START Supplied data

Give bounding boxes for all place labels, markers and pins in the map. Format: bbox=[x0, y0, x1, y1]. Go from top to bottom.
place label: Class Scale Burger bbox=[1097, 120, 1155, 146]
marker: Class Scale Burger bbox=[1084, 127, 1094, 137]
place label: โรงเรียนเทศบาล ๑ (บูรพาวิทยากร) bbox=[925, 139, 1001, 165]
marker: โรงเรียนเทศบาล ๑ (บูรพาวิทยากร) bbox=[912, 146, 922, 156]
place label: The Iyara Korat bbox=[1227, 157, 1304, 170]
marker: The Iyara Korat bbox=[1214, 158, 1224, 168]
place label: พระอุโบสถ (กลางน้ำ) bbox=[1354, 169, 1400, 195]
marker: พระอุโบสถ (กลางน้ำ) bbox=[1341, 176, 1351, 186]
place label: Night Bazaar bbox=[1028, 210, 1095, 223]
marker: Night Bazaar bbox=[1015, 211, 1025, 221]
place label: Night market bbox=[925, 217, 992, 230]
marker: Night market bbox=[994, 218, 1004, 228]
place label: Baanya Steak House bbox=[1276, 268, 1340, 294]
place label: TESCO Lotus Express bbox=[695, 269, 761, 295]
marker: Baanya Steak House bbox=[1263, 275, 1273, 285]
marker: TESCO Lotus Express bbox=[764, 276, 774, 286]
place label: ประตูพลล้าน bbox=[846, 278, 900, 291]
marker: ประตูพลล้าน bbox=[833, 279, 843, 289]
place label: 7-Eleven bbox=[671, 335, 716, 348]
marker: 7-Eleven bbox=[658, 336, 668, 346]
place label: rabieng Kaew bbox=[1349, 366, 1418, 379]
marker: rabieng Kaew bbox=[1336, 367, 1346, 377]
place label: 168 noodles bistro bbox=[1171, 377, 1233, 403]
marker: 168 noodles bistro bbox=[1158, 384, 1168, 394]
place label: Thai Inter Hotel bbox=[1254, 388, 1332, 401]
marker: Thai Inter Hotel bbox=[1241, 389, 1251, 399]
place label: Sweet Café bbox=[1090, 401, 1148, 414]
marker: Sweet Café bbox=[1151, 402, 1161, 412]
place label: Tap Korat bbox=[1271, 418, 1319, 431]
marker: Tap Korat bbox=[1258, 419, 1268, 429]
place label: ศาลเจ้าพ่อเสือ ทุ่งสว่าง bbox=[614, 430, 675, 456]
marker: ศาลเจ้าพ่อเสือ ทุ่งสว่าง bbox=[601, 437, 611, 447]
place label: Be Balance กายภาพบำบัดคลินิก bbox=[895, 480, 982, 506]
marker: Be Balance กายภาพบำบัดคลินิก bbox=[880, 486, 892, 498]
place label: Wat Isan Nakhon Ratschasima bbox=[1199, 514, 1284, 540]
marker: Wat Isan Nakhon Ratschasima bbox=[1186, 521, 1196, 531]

END Supplied data

For every line in the data above that has the string "bistro", return that line.

* [Answer to this problem]:
place label: 168 noodles bistro bbox=[1171, 377, 1233, 403]
marker: 168 noodles bistro bbox=[1158, 384, 1168, 394]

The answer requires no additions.